Ainda ninguém apresentou nenhuma razão convincente para pôr em dúvida o lugar do nascimento de «Jesus de Nazaré» em Belém (a pari, todo o mundo fala de Santo António de Pádua e a verdade é que nasceu em Lisboa!). Por outro lado, as referências do nosso historiador ao tempo não são contaminadas pela sua preocupação teológica de apresentar o nascimento do Salvador, em contraste com o César romano, Augusto, que se ufanava do título de salvador da humanidade. Embora o recenseamento geral na época de Quirino como governador da Síria – que está bem documentado – seja bastante posterior (no ano 6 da era cristã), a verdade é que houve muitos outros censos; Lucas poderia não dispor de dados muito precisos, mas o historiador teólogo não precisava de mais pormenor para que o nascimento de Jesus ficasse enquadrado na História geral. De qualquer modo, a história profana documenta-nos vários recenseamentos a que na época se procedeu; papiros descobertos no Egipto falam de censos ali feitos, em que se obrigavam também as mulheres casadas a acompanharem os seus maridos (para se garantir a verdade das declarações), e a apresentarem-se ante o recenseador ou seu delegado para a prestação das declarações tributárias; assim se explica que Maria tivesse de acompanhar a José numa viagem tão incómoda (cerca de 150 Km). Da escassa documentação romana depreende-se que com Quirino se poderia mesmo ter iniciado um recenseamento durante a sua primeira missão (militar, não como governador) na Síria, entre os anos 10 a 6 a. C.. Dado que o nascimento de Jesus se deu uns seis ou sete anos a. C., em virtude do erro cometido por Dionísio, o Exíguo, quando no séc. VI fez as contas para a adopção da era cristã, a época referida por Lucas concorda substancialmente com os dados da história profana.

«César Augusto», o imperador Octávio, que reinou dos anos 27 a. C. a 14 d.

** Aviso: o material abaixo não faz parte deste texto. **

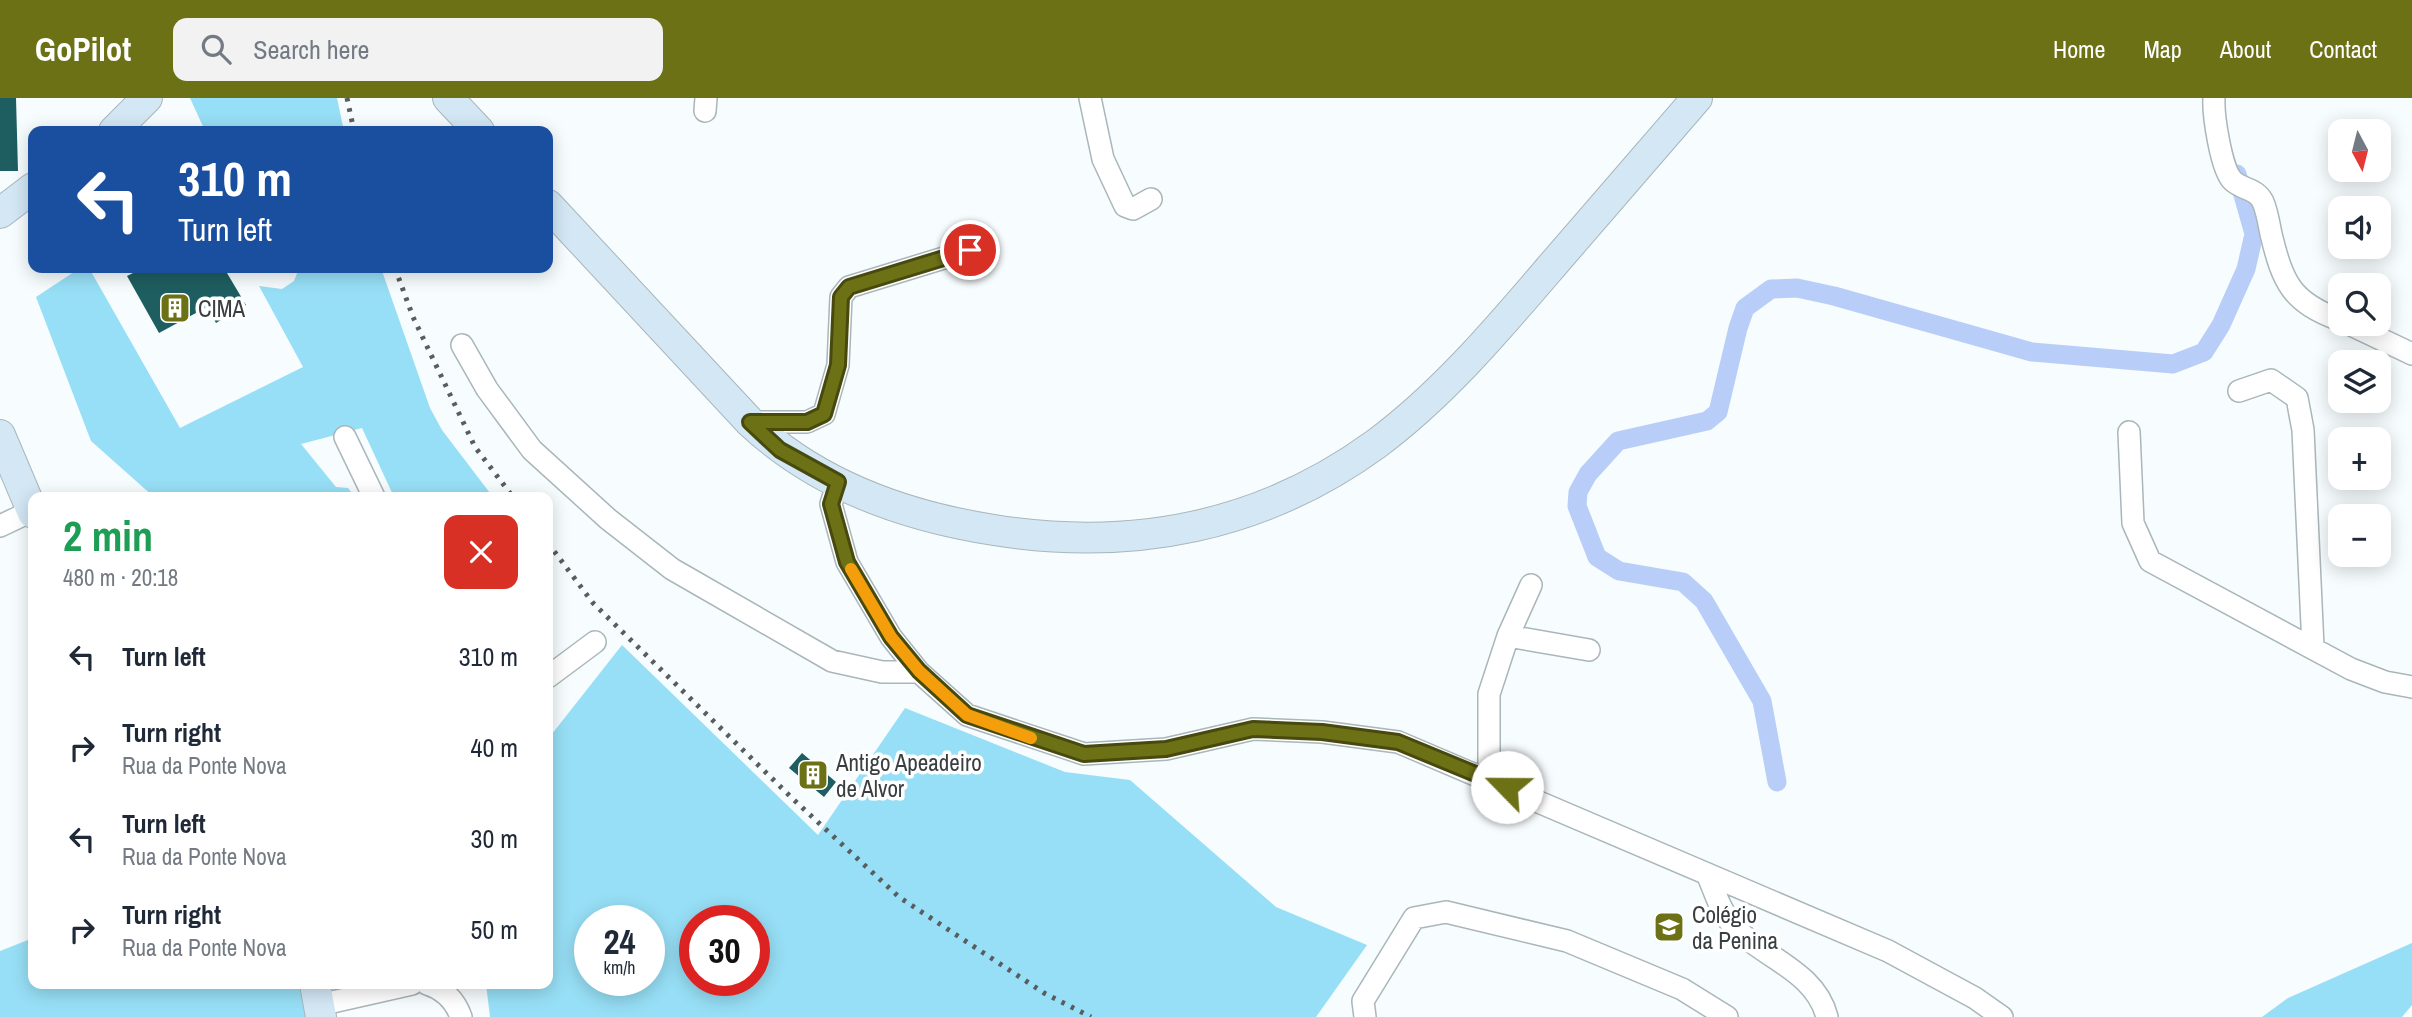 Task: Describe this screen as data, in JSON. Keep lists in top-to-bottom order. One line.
{"places":{"building":["CIMA","Antigo Apeadeiro de Alvor"],"school or university":["Colégio da Penina"]},"north":"bottom","page":{"header":"GoPilot","search":"Search here","nav":["Home","Map","About","Contact"],"map_buttons":["+","−"],"turn":["310 m","Turn left"],"heading":["2 min","480 m · 20:18"],"list":[{"name":"Turn left","value":"310 m"},{"name":"Turn right","note":"Rua da Ponte Nova","value":"40 m"},{"name":"Turn left","note":"Rua da Ponte Nova","value":"30 m"},{"name":"Turn right","note":"Rua da Ponte Nova","value":"50 m"}],"speed":"24 km/h","limit":"30"}}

C.

«Belém»,em hebraico bet-léhem, significa casa do pão; ali nasce o «Pão da vida». Fica a uns 8 Km a sul de Jerusalém. Deduz-se que S. José ali teria a sua origem próxima, ou alguma propriedade ou condomínio. Pensa-se mesmo que ele se teria deslocado da sua Belém natal para Nazaré, participando na campanha de expansão religiosa do judaísmo na Galileia dos Gentios, que já se vinha promovendo desde o século II a. C.; não abundando o trabalho neste pequeno lugar, daqui poderia muito bem ir trabalhar nas obras da importante cidade de Séforis, apenas a 5 Km a Noroeste de Nazaré.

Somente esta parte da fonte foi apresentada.